Interface method, returns value based on the implementation

I have a ValueParser interface with a method parse. I want to have this method return a value and the details of the implementation and type of this value will depend on the implementation of this interface for example:

Here is my ValueParser interface and an implementation IntParser.

pub const ValueParser = struct {
    ptr: *anyopaque,
    parseFn: *const fn (*anyopaque, []const u8) ParseError!void,

    const Self = @This();

    pub fn init(ptr: *anyopaque) Self {
        const gen = struct {
            pub fn parse(pointer: *anyopaque, value: []const u8) ParseError!void {
                const PtrType = @TypeOf(pointer);
                const PtrInfo = @typeInfo(PtrType);

                const self: PtrType = @ptrCast(@alignCast(pointer));

                return try PtrInfo.Pointer.child.parse(self, value);
            }
        };

        return .{
            .ptr = ptr,
            .parseFn = gen.parse,
        };
    }

    pub fn parse(self: *Self, value: []const u8) ParseError!void {
        return self.parseFn(self, value);
    }
};

pub const IntParser = struct {
    pub fn parse(self: *IntParser, value: []const u8) ParseError!usize {
        _ = self;

        return try fmt.parseInt(usize, value, 10);
    }

    pub fn parser(self: *IntParser) ValueParser {
        return ValueParser.init(self);
    }
};

I want to have this parse function to return a value from IntParser and use it like this:

fn parseTest(parser: *ValueParser, value: []const u8) ParseError!void {
    const val = try parser.parse(value);

    /// Type should be inferred based on provided implementation of ValueParser
    std.debug.print("{any}", .{@TypeOf(val)})
}

So far, all of the Interfaces that I have seen have methods that return anyerror!void or just FooError!void or a concrete type !u8 signature.

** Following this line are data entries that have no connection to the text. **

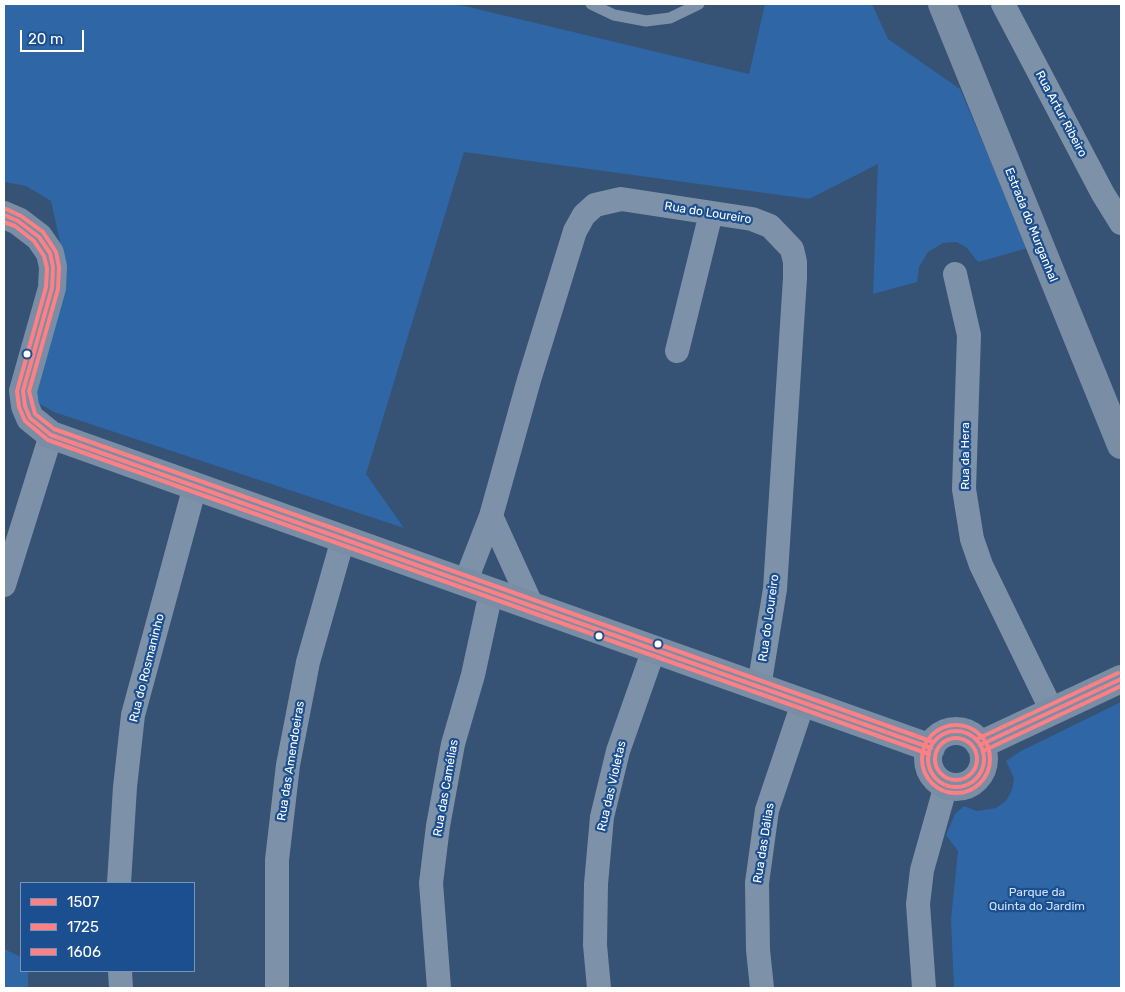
<!DOCTYPE html>
<html>
<head>
<meta charset="utf-8">
<style>
  body { margin:0 }
  #map { position:relative; width:1125px; height:992px; overflow:hidden; background:#365274; font-family:Rubik,sans-serif }
  canvas { display:block }
  .frame { position:absolute; inset:0; border:5px solid #fff; pointer-events:none }
  .legend { position:absolute; left:20px; top:882px; width:175px; height:90px; box-sizing:border-box; background:#1b4f8f; border:1px solid #7695bc; margin:0; padding:6px 9px; list-style:none; font-size:15px; color:#fff }
  .legend li { display:flex; align-items:center; gap:10px; height:25px }
  .legend b { width:25px; border:1px solid #7695bc }
  .scale { position:absolute; left:20px; top:30px; width:64px; height:22px; box-sizing:border-box; border:2px solid #fff; border-top:0; padding-left:6px; font-size:15px; line-height:18px; white-space:nowrap; color:#fff; -webkit-text-stroke:4px #1b4f8f; paint-order:stroke }
</style>
</head>
<body>
<div id="map">
<canvas width="1125" height="992"></canvas>
<div class="frame"></div>
<ul class="legend">
<li><b style="height:6px;background:#ff8084"></b>1507</li>
<li><b style="height:6px;background:#ff8084"></b>1725</li>
<li><b style="height:6px;background:#ff8084"></b>1606</li>
</ul>
<div class="scale">20 m</div>
</div>
<script>
const c = document.querySelector('canvas').getContext('2d');
c.lineJoin = 'round';
function fillPath(path, color) { c.fillStyle = color; c.fill(path, 'evenodd'); }
const toPath = rows => new Path2D(rows.map(r => 'M' + r).join(''));
function strokePath(path, color, width, dash) { c.strokeStyle = color; c.lineWidth = width; c.lineCap = dash ? 'butt' : 'round'; c.setLineDash(dash || []); c.stroke(path); }
function drawText(font, color, halo, rows, align = 'center') {
  c.font = font + ' Rubik,sans-serif'; c.lineWidth = 4.5; c.setLineDash([]); c.textBaseline = 'middle'; c.strokeStyle = halo; c.fillStyle = color; for (const [text, x, y, turn = 0] of rows) {
    c.save(); c.translate(x, y); c.rotate((+turn || 0) * Math.PI / 180); c.textAlign = isNaN(turn) ? turn : align; if (halo) c.strokeText(text, 0, 0); c.fillText(text, 0, 0); c.restore();
  }
}
fillPath(toPath([
  [4,4,456,4,749,74,765,4,872,4,888,39,960,89,1028,248,978,262,966,247,956,242,943,243,928,252,919,267,917,282,873,294,878,164,809,199,464,152,366,474,404,528,54,412,38,403,33,392,66,269,51,201,26,186,4,182],
  [1121,702,1121,988,954,988,951,920,958,851,946,835,955,814,964,806,977,811,996,808,1006,801,1012,790,1014,778,1006,761,1021,751],
  [4,949,21,957,21,971,28,971,28,988,4,988]
]), '#2f66a5');
strokePath(toPath([
  [591,4,614,15,646,21,670,18,699,4]
]), '#7d92a8', 11);
strokePath(toPath([
  [1003,4,1103,194,1121,223],
  [955,274,969,335,964,489,972,539,981,565,1052,711],
  [677,351,711,213],
  [465,583,491,516],
  [4,585,51,435],
  [532,606,491,516,529,380,575,231,584,215,595,205,621,199,752,219,770,226,792,249,795,262,795,278,775,589,759,687],
  [119,883,125,787,133,715,195,486],
  [120,971,121,988],
  [277,988,277,860,288,765,308,662,343,539],
  [439,988,431,883,438,826,453,744,473,675,491,592],
  [599,988,595,945,596,884,602,817,618,751,654,649],
  [762,988,758,950,757,883,767,810,803,703],
  [924,988,918,904,922,870,946,785]
]), '#7d92a8', 24);
strokePath(toPath([
  [942,4,1121,445],
  [4,215,18,221,39,237,50,253,53,267,52,288,23,391,25,406,30,418,51,435,931,748],
  '928 759a28 28 0 1 1 56 0a28 28 0 1 1-56 0Z',
  [980,745,1121,679]
]), '#798da4', 28);
strokePath(toPath([
  [4,215,18,221,39,237,50,253,53,267,52,288,23,391,25,406,30,418,51,435,931,748],
  '928 759a28 28 0 1 1 56 0a28 28 0 1 1-56 0Z',
  [980,745,1121,679]
]), '#ff8084', 4);
strokePath(toPath([
  [4,222,15,226,34,241,44,256,47,268,46,287,17,391,19,407,25,421,48,440,929,754],
  '922 759a34 34 0 1 1 68 0a34 34 0 1 1-68 0Z',
  [983,751,1121,686]
]), '#ff8084', 4);
strokePath(toPath([
  [6,209,21,216,43,232,56,252,59,267,58,289,29,391,35,414,54,429,933,742],
  '935 759a21 21 0 1 1 42 0a21 21 0 1 1-42 0Z',
  [977,739,1118,673]
]), '#ff8084', 4);
for (const [x, y, r, color] of [
  [27,354,4.5,"#fff"],
  [599,636,4.5,"#fff"],
  [658,644,4.5,"#fff"]
]) { const dot = new Path2D(); dot.arc(x, y, r, 0, 2 * Math.PI); c.fillStyle = color; c.fill(dot); strokePath(dot, '#1b4f8f', 2); }
drawText('12px', '#fff', '#1b4f8f', [
  ["Rua Artur Ribeiro",1061,114,62],
  ["Rua do Loureiro",708,213,9],
  ["Estrada do Murganhal",1031,225,68],
  ["Rua da Hera",966,456,-90],
  ["Rua do Loureiro",769,618,-82],
  ["Rua do Rosmaninho",147,668,-76],
  ["Rua das Amendoeiras",291,761,-81],
  ["Rua das Violetas",612,786,-77],
  ["Rua das Camélias",446,788,-80],
  ["Rua das Dálias",764,843,-81]
]);
drawText('12px', '#cfe3fa', '#1b4f8f', [
  ["Parque da",1037,893],
  ["Quinta do Jardim",1037,907]
]);
</script>
</body>
</html>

I cannot for the life of me figure out how to do this. Any help and suggestions would be appreciated.

you can’t without knowing the underlying implementation, which you don’t know with vtable interfaces.

it sounds like you need a generic interface instead

1 Like

Hi @Maranix, welcome to Ziggit!

is there a reason you are trying to use a function-pointer / vtable based interface?

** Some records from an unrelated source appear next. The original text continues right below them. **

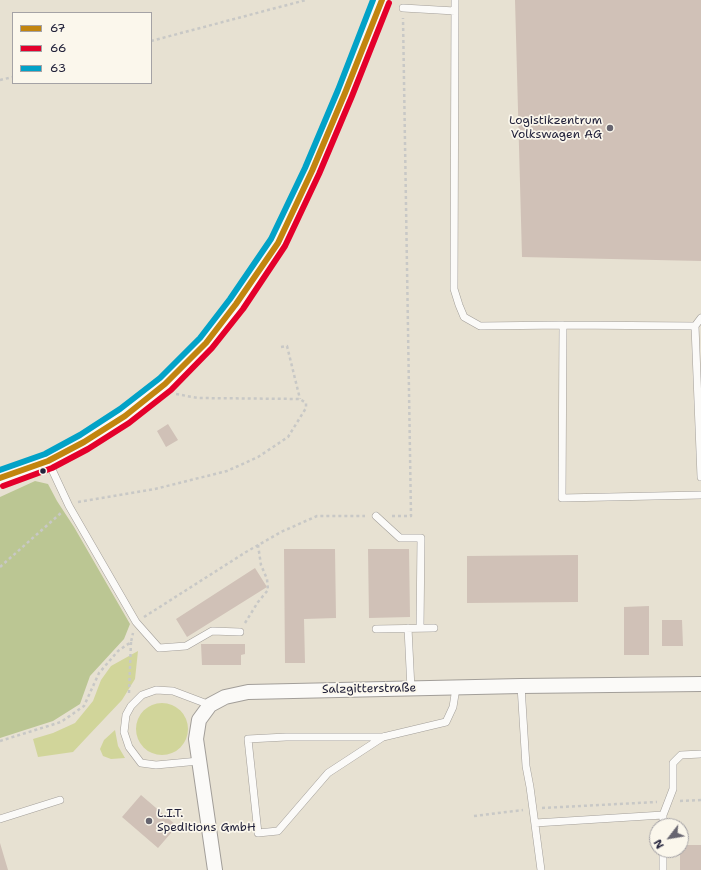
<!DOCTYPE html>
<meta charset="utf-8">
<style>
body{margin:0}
#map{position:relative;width:701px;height:870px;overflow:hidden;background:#e7e1d2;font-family:"Shantell Sans",sans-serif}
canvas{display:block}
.legend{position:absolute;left:12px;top:12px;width:140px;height:72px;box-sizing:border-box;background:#fbf7ec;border:1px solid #a4a2a5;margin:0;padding:5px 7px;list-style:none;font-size:12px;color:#22223b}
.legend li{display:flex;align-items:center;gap:8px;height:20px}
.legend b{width:20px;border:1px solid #a4a2a5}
.north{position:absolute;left:649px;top:818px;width:40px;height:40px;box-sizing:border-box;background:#fbf7ec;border:1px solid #a4a2a5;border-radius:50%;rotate:239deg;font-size:11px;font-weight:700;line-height:16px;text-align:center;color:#22223b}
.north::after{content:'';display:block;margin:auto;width:14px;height:18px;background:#676570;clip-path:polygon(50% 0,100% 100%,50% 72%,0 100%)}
</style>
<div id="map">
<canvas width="701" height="870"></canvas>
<ul class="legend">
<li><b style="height:5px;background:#c2850f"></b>67</li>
<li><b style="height:5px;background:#e4002b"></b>66</li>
<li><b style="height:5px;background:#02a2c7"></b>63</li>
</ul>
<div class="north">N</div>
</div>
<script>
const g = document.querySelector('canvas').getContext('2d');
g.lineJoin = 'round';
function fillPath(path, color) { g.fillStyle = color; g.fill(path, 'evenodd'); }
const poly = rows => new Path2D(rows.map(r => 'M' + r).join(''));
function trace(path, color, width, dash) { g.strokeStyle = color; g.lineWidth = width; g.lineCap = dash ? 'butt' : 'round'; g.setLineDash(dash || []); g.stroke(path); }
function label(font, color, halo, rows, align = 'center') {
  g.font = font + ' "Shantell Sans",sans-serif'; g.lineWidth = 3.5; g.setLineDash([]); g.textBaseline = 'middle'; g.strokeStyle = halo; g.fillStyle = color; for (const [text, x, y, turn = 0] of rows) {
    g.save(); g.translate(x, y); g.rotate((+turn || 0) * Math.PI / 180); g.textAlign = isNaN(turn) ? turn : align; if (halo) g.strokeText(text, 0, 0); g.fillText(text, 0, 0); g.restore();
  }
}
fillPath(poly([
 [138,651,135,679,122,700,87,737,73,752,38,757,33,739,53,733,75,723,93,701,101,680,111,666],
 '136 729a26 26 0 1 1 52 0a26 26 0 1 1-52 0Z',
 [115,730,118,746,125,758,111,759,103,756,100,749,104,740]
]), '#d1d59a');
fillPath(poly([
 [35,481,48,484,57,501,74,527,130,624,124,639,90,676,80,704,53,721,0,738,0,497]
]), '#bbc693');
fillPath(poly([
 [515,0,701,0,701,261,522,257],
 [168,424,178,440,166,447,157,431],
 [284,549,335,549,336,618,304,619,305,663,285,663],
 [368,549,409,549,410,617,369,618],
 [578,555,578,602,467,603,467,556],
 [255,568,267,587,187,637,176,619],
 [649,606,649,655,624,655,624,607],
 [662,620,682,620,683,646,662,646],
 [201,644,245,644,245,654,241,655,241,665,202,665],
 [141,795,177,826,158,848,122,817],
 [0,844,0,843,8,870,0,870],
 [681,845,701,845,701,870,680,870,680,850,681,850]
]), '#d0c1b7');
const service = poly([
 [455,0,454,289,459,305,464,317,480,326,563,325],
 [403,8,455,11],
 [695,326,701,318],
 [48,461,69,506,136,622,159,648,186,646,212,631,240,632],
 [701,477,695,326,563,325,562,498,701,495],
 [376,516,400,538,421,538,420,628],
 [408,628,411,689],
 [376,629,434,628],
 [521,686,526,766,530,787,541,870],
 [383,737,328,773,278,831,258,833,248,739,286,737,383,737,446,722,453,707,456,688],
 [199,761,156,765,141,763,129,747,124,732,126,715,131,706,142,695,156,690,173,691,210,705],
 [0,819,60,800],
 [535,823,663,815],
 [663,826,663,815,673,789,673,763,681,755,701,754],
 [663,850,663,870]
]);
const minor = poly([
 [215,870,196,739,199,720,210,705,225,697,248,692,521,686,701,684]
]);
const tertiary = poly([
 [0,478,48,461,84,442,125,416,165,384,206,343,236,304,278,243,312,171,345,93,382,0]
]);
trace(service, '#a29e99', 8);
trace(minor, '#a29e99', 16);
trace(tertiary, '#a29e99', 18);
trace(poly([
 [151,41,306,0],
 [0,80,13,77],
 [281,347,287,346,300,399],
 [78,502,155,489,227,471,258,457,288,437,306,408,306,403,300,399,198,398,176,394],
 [392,516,411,516,403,18],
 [0,567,61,513],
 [144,617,246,552,281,532,317,516,365,516],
 [245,623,258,602,268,590,267,579,261,565,258,545],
 [129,693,131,642],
 [0,741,61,722,84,706,99,673,118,651,131,642,133,633],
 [680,801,701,800],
 [542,808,657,802],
 [474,816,523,810]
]), '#c8c8c6', 2.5, [3, 3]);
trace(service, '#fbfaf8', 7);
trace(minor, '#fbfaf8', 14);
trace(tertiary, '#fbfaf8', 17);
trace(poly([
 [0,478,48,461,84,442,125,416,165,384,206,343,236,304,278,243,312,171,345,93,382,0]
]), '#c2850f', 6);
trace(poly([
 [3,486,52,468,88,449,129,423,171,390,212,348,243,309,285,246,319,174,352,96,389,3]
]), '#e4002b', 6);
trace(poly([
 [0,470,45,454,80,435,120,409,160,378,200,338,230,299,271,239,305,168,338,90,373,0]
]), '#02a2c7', 6);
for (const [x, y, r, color] of [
 [610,128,4,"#676570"],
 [43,471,3.5,"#22223b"],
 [149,821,4,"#676570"]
]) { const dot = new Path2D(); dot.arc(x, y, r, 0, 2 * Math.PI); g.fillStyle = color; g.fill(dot); trace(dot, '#fbf7ec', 1.5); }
label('12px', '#22223b', '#fbf7ec', [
 ["Logistikzentrum",602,121],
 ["Volkswagen AG",602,135],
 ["L.I.T.",157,814,"left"],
 ["Speditions GmbH",157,828,"left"]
], 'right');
label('12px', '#22223b', '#fbf7ec', [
 ["Salzgitterstraße",369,689,-1]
]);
</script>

The problem with your interface is that it defines a function pointer that returns ParseError!void, while your implementation wants to return ParseError!usize, you need some way to be able to support the implementations different value types.

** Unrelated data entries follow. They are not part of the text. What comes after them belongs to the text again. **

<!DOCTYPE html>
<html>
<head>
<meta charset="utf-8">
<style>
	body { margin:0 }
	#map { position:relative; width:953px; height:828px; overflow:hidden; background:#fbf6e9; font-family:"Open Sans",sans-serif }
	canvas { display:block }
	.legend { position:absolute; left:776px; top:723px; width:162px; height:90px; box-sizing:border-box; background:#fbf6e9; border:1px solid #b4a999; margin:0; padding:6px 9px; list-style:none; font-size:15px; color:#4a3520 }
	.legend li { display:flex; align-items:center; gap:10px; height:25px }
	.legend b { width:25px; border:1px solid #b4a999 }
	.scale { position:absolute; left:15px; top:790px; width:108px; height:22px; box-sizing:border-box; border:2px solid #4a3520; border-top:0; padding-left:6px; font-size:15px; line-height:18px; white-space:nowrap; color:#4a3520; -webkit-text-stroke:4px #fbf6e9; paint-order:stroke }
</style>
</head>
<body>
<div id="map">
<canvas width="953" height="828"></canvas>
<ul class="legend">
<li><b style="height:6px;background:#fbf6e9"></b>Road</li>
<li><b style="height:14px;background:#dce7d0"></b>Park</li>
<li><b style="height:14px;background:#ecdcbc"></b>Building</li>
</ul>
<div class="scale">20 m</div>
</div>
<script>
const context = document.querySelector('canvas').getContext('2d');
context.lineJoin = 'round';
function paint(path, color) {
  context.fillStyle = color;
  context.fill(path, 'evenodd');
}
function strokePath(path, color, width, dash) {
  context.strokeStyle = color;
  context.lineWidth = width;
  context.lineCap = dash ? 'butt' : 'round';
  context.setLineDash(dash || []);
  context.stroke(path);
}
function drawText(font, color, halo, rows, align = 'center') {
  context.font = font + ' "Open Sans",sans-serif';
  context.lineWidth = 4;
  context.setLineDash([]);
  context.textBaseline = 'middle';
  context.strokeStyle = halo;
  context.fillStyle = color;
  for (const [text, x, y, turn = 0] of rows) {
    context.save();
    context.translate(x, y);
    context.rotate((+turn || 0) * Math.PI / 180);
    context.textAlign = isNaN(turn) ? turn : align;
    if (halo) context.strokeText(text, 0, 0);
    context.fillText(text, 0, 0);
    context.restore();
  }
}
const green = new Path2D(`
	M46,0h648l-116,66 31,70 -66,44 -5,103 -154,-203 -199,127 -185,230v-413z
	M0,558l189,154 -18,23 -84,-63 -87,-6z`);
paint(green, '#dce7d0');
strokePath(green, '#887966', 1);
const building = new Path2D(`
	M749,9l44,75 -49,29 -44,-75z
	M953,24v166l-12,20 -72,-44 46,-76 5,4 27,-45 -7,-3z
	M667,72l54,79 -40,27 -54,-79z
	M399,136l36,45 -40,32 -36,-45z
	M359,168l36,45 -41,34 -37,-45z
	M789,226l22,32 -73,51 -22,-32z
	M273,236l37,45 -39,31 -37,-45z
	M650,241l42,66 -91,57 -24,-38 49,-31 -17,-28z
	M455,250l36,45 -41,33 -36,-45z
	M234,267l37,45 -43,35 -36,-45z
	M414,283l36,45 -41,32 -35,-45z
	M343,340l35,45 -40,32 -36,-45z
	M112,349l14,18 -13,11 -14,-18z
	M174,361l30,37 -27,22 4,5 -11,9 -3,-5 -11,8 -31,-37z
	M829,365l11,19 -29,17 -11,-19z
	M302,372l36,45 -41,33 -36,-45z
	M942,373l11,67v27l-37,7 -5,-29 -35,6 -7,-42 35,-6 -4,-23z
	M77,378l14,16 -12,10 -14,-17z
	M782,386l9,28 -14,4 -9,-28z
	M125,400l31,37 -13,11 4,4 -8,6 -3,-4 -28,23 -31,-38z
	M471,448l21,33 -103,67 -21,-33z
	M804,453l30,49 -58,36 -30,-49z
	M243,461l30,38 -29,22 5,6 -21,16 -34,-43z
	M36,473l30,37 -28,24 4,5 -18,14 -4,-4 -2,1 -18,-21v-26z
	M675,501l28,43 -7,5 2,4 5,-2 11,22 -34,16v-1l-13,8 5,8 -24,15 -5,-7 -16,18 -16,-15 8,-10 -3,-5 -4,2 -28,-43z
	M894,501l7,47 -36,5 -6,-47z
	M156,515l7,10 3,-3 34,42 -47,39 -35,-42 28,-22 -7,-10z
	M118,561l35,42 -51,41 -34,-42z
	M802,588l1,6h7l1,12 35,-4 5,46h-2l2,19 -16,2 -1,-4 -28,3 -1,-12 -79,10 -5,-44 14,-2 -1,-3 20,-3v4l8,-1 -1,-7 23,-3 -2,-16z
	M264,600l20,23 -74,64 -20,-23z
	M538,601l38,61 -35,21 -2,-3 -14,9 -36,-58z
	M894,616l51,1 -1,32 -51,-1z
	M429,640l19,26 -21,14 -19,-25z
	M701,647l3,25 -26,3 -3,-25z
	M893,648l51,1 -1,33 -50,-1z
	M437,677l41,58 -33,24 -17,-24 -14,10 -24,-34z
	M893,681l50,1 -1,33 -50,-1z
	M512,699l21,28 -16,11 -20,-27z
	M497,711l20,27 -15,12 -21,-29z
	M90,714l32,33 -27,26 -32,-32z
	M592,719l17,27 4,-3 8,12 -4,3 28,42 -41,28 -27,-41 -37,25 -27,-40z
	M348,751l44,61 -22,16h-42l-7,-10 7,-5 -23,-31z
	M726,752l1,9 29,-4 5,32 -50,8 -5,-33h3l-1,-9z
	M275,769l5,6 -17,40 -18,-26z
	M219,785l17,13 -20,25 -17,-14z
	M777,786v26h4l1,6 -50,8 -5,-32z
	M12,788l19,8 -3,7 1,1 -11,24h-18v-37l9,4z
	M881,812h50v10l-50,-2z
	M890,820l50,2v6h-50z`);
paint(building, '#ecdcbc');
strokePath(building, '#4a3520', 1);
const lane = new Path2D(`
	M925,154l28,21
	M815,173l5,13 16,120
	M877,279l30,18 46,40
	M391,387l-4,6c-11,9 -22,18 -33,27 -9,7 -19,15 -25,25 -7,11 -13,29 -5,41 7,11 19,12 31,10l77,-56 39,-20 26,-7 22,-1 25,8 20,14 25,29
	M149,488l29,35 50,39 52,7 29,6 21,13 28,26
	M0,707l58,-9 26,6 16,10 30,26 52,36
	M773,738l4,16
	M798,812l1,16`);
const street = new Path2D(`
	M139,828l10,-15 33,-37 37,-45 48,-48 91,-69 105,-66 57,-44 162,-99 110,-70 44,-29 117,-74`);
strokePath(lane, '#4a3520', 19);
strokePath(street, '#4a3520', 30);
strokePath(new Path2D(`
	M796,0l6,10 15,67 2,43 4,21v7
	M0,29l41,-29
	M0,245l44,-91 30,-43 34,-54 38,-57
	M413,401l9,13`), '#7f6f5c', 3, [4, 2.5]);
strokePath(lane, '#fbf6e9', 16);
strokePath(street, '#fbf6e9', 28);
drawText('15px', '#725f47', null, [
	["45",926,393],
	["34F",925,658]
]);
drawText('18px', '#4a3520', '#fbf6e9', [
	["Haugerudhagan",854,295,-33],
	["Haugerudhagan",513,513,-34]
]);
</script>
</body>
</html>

One way would be to use type erasure, for example you could change the

parseFn: *const fn (*anyopaque, []const u8) ParseError!void,

to:

parseFn: *const fn (*anyopaque, []const u8, []u8) ParseError!void,

where the third parameter would serve as the memory destination where the value is written to, on the side of the usage code you would then be able to write a function that specifies the type like this:

pub fn parse(self: *ValueParser, value: []const u8, comptime Result:type) ParseError!Result {
    var res:Result = undefined;
    self.parseFn(self, value, std.mem.asBytes(&res));
    return res;
}

Btw your gen.parse function doesn’t work, PtrType is just *anyopaque and PtrInfo.Pointer.child which is anyopaque doesn’t have any information about what it is, you can’t use *anyopaque or anyopaque to get to a concrete implementation, because that information has been erased. (below is a changed version)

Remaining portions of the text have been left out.